Joaquin Castro to Challenge Cornyn for Texas Senate, Could Boost Democratic Turnout in 2020

www.texasmonthly.com/…

Texas Monthly reports that Congressman Joaquin Castro will run against Texas Republican Senator John Cornyn in 2020 possibly boosting Hispanic turnout and putting that state into play for the Presidential race.

Castro, the Democratic congressman from San Antonio, “is all but certain” to enter next year’s race for U.S. Senate and take on incumbent Republican John Cornyn, a source familiar with Castro’s thinking said Thursday.

Joaquin’ twin brother, Julian a former mayor of San Antonio, has already announced his candidacy for President.

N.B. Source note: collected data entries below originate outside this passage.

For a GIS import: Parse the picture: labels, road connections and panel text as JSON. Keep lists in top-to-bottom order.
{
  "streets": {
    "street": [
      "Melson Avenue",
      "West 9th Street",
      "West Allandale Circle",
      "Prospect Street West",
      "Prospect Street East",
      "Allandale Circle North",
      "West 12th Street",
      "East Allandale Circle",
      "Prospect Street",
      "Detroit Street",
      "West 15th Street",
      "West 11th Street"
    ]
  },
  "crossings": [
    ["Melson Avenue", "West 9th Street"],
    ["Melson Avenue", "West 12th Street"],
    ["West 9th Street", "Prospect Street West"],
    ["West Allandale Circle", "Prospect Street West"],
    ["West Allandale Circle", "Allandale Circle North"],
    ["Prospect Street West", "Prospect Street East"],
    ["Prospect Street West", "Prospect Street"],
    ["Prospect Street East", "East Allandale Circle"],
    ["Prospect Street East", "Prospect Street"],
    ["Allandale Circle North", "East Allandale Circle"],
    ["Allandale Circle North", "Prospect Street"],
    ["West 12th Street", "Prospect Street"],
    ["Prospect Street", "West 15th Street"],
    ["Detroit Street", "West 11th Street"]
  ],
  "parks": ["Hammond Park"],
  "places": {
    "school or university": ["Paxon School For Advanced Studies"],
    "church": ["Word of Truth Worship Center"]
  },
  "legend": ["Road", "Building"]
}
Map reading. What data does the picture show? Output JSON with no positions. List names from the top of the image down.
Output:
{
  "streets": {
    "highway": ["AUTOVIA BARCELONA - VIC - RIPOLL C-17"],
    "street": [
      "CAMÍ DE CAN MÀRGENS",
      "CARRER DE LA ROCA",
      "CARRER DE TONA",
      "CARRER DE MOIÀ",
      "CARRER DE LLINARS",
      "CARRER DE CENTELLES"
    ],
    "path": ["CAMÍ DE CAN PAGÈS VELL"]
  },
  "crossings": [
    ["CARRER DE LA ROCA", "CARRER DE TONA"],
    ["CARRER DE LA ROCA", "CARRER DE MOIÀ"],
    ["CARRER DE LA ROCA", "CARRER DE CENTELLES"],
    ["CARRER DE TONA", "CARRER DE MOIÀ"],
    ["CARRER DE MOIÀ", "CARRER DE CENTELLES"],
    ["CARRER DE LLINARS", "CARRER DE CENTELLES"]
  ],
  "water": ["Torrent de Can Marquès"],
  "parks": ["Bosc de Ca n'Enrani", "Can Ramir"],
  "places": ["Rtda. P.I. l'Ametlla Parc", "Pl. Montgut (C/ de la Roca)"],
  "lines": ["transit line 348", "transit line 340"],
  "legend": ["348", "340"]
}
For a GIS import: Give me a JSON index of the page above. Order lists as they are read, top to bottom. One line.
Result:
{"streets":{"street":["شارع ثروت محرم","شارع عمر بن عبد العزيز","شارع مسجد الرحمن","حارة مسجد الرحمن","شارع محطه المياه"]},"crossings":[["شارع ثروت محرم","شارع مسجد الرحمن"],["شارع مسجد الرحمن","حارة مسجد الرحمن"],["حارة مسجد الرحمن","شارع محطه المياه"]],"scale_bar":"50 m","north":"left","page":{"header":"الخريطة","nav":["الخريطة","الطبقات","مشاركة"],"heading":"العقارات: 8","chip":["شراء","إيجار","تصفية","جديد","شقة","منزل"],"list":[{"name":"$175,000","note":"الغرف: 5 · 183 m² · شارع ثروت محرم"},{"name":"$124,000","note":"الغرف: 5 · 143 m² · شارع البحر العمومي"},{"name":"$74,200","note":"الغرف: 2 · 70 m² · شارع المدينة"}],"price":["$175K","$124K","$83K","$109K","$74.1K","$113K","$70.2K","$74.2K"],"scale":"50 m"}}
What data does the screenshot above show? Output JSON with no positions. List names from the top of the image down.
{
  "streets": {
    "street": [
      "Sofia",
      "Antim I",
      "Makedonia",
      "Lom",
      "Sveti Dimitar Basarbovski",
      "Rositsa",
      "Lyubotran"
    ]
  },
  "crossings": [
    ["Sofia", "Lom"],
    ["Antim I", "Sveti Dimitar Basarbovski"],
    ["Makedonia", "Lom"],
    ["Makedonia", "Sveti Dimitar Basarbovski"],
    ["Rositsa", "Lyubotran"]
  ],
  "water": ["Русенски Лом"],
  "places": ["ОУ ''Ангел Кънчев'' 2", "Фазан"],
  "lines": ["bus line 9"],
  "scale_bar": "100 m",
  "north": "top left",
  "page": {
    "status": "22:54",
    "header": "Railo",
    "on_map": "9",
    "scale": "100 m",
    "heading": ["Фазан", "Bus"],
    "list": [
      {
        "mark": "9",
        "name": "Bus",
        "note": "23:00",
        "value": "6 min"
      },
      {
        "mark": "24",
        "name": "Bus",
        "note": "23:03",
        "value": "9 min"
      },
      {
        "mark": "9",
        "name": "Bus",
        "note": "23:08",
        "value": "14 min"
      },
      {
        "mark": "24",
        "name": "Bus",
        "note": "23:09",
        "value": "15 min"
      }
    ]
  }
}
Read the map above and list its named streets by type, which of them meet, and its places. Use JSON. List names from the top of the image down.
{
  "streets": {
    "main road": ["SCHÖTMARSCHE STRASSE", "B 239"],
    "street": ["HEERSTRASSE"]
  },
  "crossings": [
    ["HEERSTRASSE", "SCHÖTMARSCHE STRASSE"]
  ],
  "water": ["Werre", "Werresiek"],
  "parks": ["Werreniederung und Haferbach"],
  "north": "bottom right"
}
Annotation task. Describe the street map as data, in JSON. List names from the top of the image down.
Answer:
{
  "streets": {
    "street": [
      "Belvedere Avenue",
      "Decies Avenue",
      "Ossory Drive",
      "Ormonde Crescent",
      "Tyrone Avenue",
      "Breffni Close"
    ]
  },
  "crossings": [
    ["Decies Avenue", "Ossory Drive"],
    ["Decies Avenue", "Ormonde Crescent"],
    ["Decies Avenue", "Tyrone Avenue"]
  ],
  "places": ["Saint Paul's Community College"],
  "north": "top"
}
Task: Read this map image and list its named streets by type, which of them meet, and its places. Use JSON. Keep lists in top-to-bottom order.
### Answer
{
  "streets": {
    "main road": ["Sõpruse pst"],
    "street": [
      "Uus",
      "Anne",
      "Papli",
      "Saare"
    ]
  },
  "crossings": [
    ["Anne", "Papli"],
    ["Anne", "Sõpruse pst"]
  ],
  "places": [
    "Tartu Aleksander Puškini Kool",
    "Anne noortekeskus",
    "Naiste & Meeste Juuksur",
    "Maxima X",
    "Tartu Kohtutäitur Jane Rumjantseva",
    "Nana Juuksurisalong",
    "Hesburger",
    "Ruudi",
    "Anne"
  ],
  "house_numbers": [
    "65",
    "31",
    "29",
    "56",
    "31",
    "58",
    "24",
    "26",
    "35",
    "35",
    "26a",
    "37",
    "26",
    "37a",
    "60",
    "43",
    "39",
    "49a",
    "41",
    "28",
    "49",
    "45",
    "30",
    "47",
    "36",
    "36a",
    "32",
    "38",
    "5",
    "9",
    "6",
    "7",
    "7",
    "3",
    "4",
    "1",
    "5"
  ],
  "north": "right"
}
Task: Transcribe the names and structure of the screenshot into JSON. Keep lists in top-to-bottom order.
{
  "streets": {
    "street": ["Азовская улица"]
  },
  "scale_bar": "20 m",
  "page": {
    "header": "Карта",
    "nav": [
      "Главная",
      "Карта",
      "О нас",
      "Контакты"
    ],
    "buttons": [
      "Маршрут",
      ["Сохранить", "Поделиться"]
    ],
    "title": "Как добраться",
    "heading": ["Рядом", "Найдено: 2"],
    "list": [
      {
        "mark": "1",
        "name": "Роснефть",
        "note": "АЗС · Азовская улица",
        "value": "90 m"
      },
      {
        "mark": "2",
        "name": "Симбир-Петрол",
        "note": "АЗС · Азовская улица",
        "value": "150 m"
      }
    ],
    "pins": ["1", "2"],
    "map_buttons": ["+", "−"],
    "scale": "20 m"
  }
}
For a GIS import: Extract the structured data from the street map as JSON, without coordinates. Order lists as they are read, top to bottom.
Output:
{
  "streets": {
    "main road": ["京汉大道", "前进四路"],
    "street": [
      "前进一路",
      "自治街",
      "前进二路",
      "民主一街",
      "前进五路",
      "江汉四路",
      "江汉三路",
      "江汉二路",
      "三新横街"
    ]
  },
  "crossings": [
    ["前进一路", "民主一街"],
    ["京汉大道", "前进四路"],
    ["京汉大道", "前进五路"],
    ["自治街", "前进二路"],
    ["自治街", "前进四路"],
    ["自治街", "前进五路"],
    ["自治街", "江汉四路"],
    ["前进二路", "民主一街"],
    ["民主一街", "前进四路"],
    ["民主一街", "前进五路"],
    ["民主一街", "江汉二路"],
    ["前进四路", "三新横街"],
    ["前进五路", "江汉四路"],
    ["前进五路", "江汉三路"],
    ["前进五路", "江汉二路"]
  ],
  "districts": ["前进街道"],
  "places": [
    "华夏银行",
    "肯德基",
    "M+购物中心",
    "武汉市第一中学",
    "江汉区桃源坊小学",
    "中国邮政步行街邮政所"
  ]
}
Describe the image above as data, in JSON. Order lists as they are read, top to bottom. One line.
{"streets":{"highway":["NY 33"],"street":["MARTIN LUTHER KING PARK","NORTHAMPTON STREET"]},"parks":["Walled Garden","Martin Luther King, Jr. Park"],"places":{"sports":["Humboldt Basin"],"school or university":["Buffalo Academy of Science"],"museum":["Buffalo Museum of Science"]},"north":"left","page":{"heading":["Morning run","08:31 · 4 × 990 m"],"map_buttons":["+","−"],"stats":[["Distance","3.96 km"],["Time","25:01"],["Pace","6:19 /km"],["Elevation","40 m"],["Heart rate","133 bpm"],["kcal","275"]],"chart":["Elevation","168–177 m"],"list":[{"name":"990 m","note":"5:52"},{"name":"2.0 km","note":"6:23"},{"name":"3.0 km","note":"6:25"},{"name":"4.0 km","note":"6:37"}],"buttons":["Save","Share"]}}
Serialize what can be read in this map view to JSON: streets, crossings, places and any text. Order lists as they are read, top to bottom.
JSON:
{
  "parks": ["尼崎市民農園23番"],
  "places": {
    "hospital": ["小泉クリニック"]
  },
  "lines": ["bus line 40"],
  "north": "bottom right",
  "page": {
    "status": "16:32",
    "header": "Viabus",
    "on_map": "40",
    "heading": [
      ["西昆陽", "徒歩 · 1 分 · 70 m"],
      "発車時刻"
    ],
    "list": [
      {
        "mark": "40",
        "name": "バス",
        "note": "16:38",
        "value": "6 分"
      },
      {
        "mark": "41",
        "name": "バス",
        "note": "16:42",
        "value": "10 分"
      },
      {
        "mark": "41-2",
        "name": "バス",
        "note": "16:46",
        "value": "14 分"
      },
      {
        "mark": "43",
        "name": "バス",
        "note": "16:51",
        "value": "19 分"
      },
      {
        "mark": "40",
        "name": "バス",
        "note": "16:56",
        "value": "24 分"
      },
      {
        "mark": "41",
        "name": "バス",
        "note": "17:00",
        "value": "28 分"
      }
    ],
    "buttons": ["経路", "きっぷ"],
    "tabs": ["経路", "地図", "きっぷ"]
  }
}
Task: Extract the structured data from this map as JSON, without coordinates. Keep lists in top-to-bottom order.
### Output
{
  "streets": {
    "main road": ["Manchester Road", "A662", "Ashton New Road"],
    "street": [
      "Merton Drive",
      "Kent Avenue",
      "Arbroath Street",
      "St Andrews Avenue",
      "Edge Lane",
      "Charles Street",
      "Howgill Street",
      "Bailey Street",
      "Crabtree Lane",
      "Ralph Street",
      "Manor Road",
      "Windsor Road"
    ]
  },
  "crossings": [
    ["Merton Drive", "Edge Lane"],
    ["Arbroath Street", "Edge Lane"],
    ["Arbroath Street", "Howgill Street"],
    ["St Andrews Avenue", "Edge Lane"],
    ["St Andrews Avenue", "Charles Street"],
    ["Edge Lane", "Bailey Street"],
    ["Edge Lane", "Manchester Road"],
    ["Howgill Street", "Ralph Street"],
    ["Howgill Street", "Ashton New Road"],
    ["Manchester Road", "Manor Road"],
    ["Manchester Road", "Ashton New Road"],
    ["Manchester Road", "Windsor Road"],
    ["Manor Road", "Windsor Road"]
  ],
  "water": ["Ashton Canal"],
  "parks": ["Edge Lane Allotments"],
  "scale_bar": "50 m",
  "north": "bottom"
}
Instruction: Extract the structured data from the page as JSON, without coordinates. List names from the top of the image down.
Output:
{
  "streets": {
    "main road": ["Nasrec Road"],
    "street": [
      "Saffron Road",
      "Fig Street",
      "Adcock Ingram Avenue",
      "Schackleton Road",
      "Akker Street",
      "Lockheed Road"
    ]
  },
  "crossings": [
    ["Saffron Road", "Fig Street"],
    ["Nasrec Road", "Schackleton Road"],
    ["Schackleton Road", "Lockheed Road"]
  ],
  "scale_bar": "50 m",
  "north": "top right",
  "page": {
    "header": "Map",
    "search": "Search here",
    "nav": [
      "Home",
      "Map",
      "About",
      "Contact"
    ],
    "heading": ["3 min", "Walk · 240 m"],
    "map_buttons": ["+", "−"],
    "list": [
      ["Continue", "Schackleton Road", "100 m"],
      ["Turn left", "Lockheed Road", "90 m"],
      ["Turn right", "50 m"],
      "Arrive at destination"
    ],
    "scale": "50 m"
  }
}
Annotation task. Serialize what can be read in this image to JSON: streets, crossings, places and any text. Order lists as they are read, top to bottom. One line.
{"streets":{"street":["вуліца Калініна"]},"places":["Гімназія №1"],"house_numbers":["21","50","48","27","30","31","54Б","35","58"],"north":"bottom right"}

Of course, Democrats have often been disappointed in Texas when hopes for massive Hispanic turnout have failed to produce statewide victories.

The latest in these disappointments was last year when former Texas Congressman Beto O’Rourke  came a little short of defeating Ted Cruz (48.3% to 50.9%). O’Rourke has just announced his Presidential candidacy and there could be some hope that the excitement his 2018 Senate campaign could carry over should O’Rourke win the Democratic Presidential nomination.

O’Rourke did very well in the mostly white suburbs of the large urban centers. Turnout in 2018 for Hispanics in Texas certainly increased over 2014 but it was not enough to give him a win. Presidential level turnout could have put O’Rourke over the top.

Two Republican congressmen were defeated in Texas in 2018 and a number of others had the closest races of their lives due to improved Democratic turnout.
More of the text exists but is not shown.